• Problem to solve
Scan the records for the word "Cathedral". Return each line where it is found.

============================================================

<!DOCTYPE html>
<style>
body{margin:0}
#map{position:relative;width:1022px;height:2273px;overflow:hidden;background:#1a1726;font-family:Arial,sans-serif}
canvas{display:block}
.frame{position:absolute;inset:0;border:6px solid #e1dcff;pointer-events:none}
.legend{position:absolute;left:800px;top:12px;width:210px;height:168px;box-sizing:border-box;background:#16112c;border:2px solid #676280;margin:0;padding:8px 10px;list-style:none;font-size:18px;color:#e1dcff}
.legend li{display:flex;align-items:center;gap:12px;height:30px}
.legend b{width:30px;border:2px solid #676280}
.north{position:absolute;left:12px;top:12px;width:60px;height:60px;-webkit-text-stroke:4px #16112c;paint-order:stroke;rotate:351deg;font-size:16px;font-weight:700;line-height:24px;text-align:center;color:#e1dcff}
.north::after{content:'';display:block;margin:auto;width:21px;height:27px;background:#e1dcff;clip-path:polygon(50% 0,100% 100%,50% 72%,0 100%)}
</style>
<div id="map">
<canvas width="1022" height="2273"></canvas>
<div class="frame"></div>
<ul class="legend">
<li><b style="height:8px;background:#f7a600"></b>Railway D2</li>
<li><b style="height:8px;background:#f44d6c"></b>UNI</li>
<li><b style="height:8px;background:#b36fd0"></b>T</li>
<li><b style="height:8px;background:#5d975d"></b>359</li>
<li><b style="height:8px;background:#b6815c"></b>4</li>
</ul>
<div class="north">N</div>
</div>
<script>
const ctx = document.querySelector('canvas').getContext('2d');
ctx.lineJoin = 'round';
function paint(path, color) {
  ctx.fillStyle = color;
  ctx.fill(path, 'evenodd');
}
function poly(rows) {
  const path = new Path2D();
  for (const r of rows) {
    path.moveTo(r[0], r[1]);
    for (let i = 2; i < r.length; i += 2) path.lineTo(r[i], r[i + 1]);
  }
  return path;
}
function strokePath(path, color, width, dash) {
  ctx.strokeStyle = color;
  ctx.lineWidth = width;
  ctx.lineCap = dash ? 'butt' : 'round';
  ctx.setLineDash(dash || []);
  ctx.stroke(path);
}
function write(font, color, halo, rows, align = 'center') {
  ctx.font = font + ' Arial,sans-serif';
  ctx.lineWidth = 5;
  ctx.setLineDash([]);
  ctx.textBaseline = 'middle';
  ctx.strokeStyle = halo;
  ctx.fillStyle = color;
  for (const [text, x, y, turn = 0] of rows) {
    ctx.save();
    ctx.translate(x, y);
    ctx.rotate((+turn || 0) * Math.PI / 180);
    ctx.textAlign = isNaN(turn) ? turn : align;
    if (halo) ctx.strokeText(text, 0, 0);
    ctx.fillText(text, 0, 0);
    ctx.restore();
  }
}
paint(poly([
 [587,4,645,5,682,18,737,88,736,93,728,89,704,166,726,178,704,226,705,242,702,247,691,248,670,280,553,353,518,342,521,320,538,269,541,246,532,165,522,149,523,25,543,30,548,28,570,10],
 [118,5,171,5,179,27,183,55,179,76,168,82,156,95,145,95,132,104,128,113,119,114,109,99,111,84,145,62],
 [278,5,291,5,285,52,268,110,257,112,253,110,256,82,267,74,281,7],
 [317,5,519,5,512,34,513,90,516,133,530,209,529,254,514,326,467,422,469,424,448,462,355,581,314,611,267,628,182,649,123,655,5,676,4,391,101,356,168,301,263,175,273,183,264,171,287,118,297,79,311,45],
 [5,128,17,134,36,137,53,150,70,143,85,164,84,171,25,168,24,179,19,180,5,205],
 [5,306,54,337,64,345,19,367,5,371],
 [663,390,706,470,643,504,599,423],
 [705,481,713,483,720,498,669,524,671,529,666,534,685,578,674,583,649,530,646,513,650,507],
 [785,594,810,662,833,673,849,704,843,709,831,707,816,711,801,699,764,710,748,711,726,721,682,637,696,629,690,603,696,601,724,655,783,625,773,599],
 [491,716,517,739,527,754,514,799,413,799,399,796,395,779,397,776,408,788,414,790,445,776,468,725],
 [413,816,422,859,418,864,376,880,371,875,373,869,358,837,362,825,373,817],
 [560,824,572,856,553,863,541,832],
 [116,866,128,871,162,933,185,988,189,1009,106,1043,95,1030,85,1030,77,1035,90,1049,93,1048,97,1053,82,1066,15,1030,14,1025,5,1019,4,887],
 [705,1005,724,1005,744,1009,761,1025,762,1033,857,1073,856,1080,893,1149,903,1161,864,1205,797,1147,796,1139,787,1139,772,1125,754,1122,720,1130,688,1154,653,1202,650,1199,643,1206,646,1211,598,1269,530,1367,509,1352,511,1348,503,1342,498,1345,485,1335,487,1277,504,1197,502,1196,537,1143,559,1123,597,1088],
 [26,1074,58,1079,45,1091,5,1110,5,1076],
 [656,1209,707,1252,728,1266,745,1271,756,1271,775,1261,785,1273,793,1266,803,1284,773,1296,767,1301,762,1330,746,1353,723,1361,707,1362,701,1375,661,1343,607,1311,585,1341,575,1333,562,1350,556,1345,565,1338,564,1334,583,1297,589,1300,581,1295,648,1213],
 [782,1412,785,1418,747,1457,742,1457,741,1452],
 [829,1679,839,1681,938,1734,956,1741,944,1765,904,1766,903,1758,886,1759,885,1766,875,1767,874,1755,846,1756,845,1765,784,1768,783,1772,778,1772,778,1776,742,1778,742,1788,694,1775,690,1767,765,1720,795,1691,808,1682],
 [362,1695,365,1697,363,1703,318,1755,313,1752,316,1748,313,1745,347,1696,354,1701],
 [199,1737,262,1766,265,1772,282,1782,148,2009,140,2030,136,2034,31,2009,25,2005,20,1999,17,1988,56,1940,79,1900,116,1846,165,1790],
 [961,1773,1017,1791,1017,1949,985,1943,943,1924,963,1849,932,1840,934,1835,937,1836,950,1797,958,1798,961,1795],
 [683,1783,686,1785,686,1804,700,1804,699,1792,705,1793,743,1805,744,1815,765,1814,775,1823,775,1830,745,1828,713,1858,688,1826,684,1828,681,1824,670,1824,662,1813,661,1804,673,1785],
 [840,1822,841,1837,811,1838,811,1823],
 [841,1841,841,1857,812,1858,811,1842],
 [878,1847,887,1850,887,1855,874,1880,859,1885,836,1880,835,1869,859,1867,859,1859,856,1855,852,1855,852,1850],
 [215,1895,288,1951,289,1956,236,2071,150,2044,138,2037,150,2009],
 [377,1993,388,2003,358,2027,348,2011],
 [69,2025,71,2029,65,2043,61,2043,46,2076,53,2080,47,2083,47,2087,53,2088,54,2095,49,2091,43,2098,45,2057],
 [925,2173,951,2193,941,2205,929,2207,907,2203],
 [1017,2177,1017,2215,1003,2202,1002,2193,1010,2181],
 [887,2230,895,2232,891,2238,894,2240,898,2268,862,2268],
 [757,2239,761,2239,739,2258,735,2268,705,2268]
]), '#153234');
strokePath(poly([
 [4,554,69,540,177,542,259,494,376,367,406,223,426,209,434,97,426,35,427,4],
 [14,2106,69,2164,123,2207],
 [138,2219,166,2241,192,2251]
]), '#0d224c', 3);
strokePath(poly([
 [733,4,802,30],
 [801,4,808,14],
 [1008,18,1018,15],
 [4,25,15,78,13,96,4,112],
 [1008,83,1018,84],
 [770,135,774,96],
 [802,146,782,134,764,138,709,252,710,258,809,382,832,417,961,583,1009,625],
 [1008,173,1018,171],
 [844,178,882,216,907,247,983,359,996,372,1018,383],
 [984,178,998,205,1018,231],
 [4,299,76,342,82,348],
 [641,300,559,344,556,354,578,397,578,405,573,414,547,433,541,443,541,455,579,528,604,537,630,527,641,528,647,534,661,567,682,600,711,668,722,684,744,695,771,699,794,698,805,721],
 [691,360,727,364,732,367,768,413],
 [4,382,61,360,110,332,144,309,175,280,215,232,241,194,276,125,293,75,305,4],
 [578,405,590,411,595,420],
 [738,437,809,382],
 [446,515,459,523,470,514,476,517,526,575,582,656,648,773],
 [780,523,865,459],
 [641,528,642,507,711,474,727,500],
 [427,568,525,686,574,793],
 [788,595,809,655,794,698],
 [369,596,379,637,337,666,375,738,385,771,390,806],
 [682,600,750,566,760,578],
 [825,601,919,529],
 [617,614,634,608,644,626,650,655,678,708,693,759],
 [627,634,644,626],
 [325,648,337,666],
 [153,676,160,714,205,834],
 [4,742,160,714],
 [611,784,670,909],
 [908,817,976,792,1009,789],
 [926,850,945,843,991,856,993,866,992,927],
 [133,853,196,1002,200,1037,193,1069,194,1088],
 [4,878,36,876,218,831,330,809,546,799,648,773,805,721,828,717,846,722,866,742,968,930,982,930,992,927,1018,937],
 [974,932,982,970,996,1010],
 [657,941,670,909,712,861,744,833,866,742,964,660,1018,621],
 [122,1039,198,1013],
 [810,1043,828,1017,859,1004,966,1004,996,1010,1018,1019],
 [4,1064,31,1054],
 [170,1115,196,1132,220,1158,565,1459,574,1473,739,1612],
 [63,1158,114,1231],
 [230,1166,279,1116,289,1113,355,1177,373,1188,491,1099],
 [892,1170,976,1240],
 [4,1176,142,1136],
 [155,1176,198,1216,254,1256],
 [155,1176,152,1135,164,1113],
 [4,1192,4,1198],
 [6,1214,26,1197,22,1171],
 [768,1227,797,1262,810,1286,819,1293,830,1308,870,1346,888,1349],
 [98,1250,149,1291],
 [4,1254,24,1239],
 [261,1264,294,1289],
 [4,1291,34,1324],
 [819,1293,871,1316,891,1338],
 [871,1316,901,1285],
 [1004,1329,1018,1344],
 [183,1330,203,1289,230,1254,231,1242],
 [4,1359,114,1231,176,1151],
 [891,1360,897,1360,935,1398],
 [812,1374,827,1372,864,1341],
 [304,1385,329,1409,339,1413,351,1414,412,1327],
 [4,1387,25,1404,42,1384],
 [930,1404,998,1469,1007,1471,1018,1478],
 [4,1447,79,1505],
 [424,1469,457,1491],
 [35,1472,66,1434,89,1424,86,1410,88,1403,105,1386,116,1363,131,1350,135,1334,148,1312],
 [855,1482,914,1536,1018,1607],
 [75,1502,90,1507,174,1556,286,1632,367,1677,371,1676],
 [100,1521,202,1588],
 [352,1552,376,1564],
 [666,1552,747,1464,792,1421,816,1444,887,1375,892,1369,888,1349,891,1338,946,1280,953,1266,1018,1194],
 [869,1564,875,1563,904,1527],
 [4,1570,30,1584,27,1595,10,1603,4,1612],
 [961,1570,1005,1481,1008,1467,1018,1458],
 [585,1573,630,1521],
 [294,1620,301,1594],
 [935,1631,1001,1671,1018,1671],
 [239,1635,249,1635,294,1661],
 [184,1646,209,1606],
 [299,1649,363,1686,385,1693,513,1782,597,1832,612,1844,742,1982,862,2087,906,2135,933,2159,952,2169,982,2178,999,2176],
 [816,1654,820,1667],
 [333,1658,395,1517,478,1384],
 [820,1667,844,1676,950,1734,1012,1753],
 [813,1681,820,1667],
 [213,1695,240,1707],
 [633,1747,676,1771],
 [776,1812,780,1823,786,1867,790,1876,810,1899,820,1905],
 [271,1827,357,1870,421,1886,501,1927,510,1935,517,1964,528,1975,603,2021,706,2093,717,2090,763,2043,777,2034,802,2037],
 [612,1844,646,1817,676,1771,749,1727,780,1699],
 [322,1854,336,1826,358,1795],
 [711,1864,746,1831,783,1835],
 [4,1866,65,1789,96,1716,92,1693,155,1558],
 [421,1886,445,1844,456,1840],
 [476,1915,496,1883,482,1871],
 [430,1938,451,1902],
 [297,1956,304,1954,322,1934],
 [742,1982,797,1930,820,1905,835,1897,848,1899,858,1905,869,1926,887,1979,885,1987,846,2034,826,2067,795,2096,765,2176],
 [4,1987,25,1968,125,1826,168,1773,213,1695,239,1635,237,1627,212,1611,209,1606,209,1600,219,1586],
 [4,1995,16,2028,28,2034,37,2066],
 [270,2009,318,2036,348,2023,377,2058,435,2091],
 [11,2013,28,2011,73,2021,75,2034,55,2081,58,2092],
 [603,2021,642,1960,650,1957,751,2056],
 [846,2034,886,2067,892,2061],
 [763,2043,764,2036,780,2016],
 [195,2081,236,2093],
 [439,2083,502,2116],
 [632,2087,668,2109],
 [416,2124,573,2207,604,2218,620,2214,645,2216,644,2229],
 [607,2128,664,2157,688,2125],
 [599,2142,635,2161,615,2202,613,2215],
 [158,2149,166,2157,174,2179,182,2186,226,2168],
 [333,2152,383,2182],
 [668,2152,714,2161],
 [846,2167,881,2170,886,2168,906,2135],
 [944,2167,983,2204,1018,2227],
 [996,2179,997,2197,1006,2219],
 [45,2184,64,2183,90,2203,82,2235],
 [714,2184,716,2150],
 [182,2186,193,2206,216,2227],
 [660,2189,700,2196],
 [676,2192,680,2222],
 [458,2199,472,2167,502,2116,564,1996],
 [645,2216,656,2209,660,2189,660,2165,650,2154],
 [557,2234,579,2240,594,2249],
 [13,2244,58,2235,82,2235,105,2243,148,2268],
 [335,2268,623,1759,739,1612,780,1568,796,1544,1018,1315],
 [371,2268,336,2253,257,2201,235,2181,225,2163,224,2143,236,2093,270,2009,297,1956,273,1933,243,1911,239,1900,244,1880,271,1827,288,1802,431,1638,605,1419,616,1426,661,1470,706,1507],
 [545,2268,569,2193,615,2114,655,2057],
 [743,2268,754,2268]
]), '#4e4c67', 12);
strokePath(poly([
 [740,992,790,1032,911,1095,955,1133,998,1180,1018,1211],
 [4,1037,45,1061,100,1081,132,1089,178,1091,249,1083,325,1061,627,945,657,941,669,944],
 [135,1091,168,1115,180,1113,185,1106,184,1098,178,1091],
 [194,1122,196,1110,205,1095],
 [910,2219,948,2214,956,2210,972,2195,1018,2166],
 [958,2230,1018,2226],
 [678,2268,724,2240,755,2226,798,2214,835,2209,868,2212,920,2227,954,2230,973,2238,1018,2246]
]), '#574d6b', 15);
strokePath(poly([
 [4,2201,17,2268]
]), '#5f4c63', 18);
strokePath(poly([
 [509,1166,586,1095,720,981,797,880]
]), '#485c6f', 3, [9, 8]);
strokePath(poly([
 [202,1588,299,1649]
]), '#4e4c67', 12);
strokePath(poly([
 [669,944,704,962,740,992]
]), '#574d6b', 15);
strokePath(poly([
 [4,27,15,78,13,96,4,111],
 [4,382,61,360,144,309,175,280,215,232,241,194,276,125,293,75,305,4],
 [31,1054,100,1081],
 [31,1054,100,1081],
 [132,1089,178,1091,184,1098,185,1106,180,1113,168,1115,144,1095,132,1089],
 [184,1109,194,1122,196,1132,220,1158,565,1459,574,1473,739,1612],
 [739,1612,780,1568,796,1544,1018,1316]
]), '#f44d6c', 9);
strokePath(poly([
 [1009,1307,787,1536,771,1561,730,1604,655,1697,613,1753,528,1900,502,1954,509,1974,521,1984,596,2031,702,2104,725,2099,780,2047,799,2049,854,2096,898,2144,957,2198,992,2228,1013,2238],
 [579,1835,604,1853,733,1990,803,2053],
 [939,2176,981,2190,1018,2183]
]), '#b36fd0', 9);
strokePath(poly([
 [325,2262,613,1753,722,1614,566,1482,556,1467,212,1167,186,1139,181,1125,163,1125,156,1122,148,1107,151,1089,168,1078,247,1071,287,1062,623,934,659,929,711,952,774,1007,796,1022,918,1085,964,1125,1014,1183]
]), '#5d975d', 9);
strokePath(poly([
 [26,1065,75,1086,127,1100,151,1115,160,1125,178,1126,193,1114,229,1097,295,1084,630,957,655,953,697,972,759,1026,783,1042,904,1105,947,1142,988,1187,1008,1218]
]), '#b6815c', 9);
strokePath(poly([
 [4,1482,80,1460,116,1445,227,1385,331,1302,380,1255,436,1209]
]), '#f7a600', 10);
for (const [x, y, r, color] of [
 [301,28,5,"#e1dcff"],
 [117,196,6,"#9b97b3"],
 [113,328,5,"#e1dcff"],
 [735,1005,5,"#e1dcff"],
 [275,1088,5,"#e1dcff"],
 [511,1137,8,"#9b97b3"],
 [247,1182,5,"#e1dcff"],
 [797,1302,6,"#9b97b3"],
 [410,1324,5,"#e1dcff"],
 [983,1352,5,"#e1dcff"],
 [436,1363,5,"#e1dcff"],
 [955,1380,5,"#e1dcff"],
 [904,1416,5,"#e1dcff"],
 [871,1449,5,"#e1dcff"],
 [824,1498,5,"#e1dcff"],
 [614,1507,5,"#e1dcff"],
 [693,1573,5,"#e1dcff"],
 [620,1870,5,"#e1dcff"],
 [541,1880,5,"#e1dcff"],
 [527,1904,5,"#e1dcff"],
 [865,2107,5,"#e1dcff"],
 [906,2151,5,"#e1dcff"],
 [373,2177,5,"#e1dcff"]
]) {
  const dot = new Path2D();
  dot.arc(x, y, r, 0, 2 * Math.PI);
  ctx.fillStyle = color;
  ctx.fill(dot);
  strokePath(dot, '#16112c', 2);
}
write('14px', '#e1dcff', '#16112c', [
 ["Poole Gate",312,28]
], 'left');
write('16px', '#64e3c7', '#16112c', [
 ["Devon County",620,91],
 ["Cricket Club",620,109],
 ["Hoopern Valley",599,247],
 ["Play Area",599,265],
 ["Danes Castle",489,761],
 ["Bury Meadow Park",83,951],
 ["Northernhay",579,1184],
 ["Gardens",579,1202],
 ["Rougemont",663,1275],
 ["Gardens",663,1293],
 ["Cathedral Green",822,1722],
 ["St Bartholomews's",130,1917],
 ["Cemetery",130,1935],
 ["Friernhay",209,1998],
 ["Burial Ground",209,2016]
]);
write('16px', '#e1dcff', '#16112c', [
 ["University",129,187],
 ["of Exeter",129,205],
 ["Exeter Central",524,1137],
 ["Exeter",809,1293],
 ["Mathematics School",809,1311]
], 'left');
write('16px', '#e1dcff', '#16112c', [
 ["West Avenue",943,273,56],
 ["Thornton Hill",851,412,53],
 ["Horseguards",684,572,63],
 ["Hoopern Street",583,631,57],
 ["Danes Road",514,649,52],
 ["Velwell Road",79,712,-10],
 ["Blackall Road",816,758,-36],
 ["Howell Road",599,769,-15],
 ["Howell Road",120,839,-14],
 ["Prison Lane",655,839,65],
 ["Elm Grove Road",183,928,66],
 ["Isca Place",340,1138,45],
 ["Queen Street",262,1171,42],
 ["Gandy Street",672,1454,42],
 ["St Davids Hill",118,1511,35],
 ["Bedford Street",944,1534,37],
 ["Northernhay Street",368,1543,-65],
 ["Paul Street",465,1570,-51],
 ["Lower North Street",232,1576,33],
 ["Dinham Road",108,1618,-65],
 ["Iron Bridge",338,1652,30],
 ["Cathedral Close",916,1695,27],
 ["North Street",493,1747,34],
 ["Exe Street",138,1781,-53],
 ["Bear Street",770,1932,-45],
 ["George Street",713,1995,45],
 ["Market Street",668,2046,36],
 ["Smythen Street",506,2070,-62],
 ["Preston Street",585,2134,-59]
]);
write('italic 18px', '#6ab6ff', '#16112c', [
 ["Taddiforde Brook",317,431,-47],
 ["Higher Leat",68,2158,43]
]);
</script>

============================================================

• Solution for this problem
 ["Cathedral Green",822,1722],
 ["Cathedral Close",916,1695,27],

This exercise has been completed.